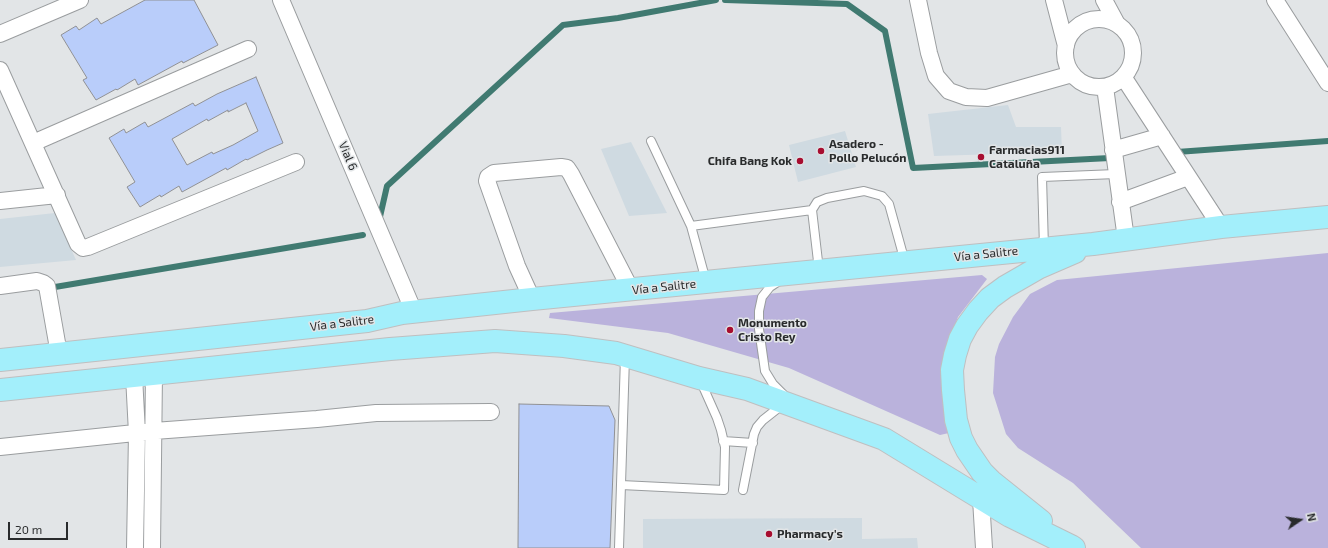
<!DOCTYPE html>
<meta charset="utf-8">
<style>
body{margin:0}
#map{position:relative;width:1328px;height:548px;overflow:hidden;background:#e2e5e7;font-family:"Exo 2",sans-serif}
canvas{display:block}
.north{position:absolute;left:1280px;top:500px;width:40px;height:40px;-webkit-text-stroke:3px #e2e5e7;paint-order:stroke;rotate:77deg;font-size:11px;font-weight:700;line-height:16px;text-align:center;color:#292b2c}
.north::after{content:'';display:block;margin:auto;width:14px;height:18px;background:#292b2c;clip-path:polygon(50% 0,100% 100%,50% 72%,0 100%)}
.scale{position:absolute;left:8px;top:522px;width:60px;height:18px;box-sizing:border-box;border:2px solid #292b2c;border-top:0;padding-left:5px;font-size:12px;line-height:14px;white-space:nowrap;color:#292b2c;-webkit-text-stroke:3px #e2e5e7;paint-order:stroke}
</style>
<div id="map">
<canvas width="1328" height="548"></canvas>
<div class="north">N</div>
<div class="scale">20 m</div>
</div>
<script>
const context = document.querySelector('canvas').getContext('2d');
context.lineJoin = 'round';
function fill(path, color) {
  context.fillStyle = color;
  context.fill(path, 'evenodd');
}
function toPath(rows) {
  const path = new Path2D();
  for (const r of rows) {
    if (r.length === 3) {
      path.moveTo(r[0] + r[2], r[1]);
      path.arc(r[0], r[1], r[2], 0, 2 * Math.PI);
      continue;
    }
    path.moveTo(r[0], r[1]);
    for (let i = 2; i < r.length; i += 2) path.lineTo(r[i], r[i + 1]);
  }
  return path;
}
function stroke(path, color, width, dash) {
  context.strokeStyle = color;
  context.lineWidth = width;
  context.lineCap = dash ? 'butt' : 'round';
  context.setLineDash(dash || []);
  context.stroke(path);
}
function drawText(font, color, halo, rows, align = 'center') {
  context.font = font + ' "Exo 2",sans-serif';
  context.lineWidth = 3;
  context.setLineDash([]);
  context.textBaseline = 'middle';
  context.strokeStyle = halo;
  context.fillStyle = color;
  for (const [text, x, y, turn = 0] of rows) {
    context.save();
    context.translate(x, y);
    context.rotate((+turn || 0) * Math.PI / 180);
    context.textAlign = isNaN(turn) ? turn : align;
    if (halo) context.strokeText(text, 0, 0);
    context.fillText(text, 0, 0);
    context.restore();
  }
}
const built = toPath([
 [1008,105,1016,127,1061,127,1062,152,934,156,928,114],
 [845,131,856,167,798,182,789,145],
 [631,142,667,213,629,216,601,149],
 [55,213,76,260,0,267,0,219],
 [862,518,862,539,917,538,918,548,643,548,643,519]
]);
const green = toPath([
 [1328,253,1328,548,1141,548,1073,483,1018,448,1006,434,993,393,995,357,999,344,1013,317,1030,294,1057,280],
 [982,275,987,279,958,317,943,359,946,417,949,433,940,435,789,368,668,333,549,318,550,313]
]);
const stream = toPath([
 [725,0,847,4,885,31,913,168,1110,158],
 [1177,152,1328,141],
 [379,221,387,186,563,25,618,18,716,0],
 [55,287,363,235]
]);
const building = toPath([
 [145,0,194,0,218,45,183,63,182,61,138,85,135,79,117,90,116,89,96,100,83,80,87,78,61,35,76,26,79,30,97,18,101,24,145,0],
 [256,77,283,143,267,150,247,160,246,159,227,170,226,168,182,192,179,186,161,197,160,195,140,207,127,187,135,182,109,138,124,129,126,133,145,122,148,127,193,103,195,106,217,94,256,77],
 [246,103,258,131,233,145,213,154,212,152,187,165,172,139,207,119,208,121,228,110,228,112,246,103],
 [519,404,609,406,615,420,610,548,518,548,519,404]
]);
const service = toPath([
 [651,141,691,226],
 [1044,248,1042,177,1116,174],
 [819,270,812,210,817,202,827,198,864,191,882,196,889,204,905,262],
 [706,281,691,226,812,210],
 [779,281,770,287,762,297,759,311,759,329,765,371,773,384,785,396],
 [723,441,753,443],
 [621,485,724,490,725,447,721,430,717,418,701,382],
 [743,490,754,434,757,427,763,420,782,405],
 [619,548,625,357]
]);
const minor = toPath([
 [281,0,414,312],
 [918,0,929,53,936,76,949,91,966,97,987,98,1072,74],
 [1054,0,1066,46],
 [1104,0,1117,24],
 [1275,0,1328,83],
 [1099,53,34],
 [0,34,80,0],
 [0,70,78,244,83,248,88,247,296,162],
 [1124,78,1221,227],
 [1105,87,1126,239],
 [33,143,248,49],
 [1113,150,1162,136],
 [0,201,57,195],
 [1120,202,1188,177],
 [0,286,37,281,43,283,47,286,59,354],
 [532,299,517,266,487,181,488,177,494,173,561,167,567,168,571,174,631,290],
 [134,376,137,433,135,548],
 [0,447,154,431,317,419,376,413,491,412],
 [981,499,984,548],
 [152,548,154,373]
]);
const primary = toPath([
 [0,360,367,321,402,313,532,299,1093,244,1221,227,1328,217],
 [0,390,390,349,495,341,564,346,616,353,699,378,747,389,884,439,1010,516,1071,546,1074,548],
 [1041,521,991,481,982,472,967,450,961,438,956,420,953,390,952,370,955,355,960,339,967,326,978,311,990,298,1005,287,1038,268,1075,252]
]);
const markers = [
 [821,151,4,"#a70d30"],
 [981,157,4,"#a70d30"],
 [800,161,4,"#a70d30"],
 [730,330,4,"#a70d30"],
 [769,534,4,"#a70d30"]
];
const poiNames = [
 ["Asadero -",829,144],
 ["Pollo Pelucón",829,158],
 ["Farmacias911",989,150],
 ["Cataluña",989,164],
 ["Chifa Bang Kok",792,161,"right"],
 ["Monumento",738,323],
 ["Cristo Rey",738,337],
 ["Pharmacy's",777,534]
];
const streetNames = [
 ["Vial 6",348,156,67],
 ["Vía a Salitre",986,254,-6],
 ["Vía a Salitre",664,287,-6],
 ["Vía a Salitre",342,323,-7]
];
fill(built, '#cfdae1');
fill(green, '#bab2dc');
stroke(stream, '#407a71', 6);
fill(building, '#b9cdfa');
stroke(building, '#909194', 1);
stroke(service, '#9a9d9f', 10);
stroke(minor, '#9a9d9f', 18);
stroke(primary, '#bfbfc0', 24);
stroke(service, '#fff', 8);
stroke(minor, '#fff', 16);
stroke(primary, '#a3effb', 22);
for (const [x, y, r, color] of markers) {
  const dot = new Path2D();
  dot.arc(x, y, r, 0, 2 * Math.PI);
  context.fillStyle = color;
  context.fill(dot);
  stroke(dot, '#e2e5e7', 1.5);
}
drawText('bold 12px', '#292b2c', '#e2e5e7', poiNames, 'left');
drawText('12px', '#292b2c', '#e2e5e7', streetNames);
</script>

____

WHAT THE TASK ASKS | Work out how many lines of the preceding data contain the word "center". Reply with that number only.

RESPONSE BOX | 2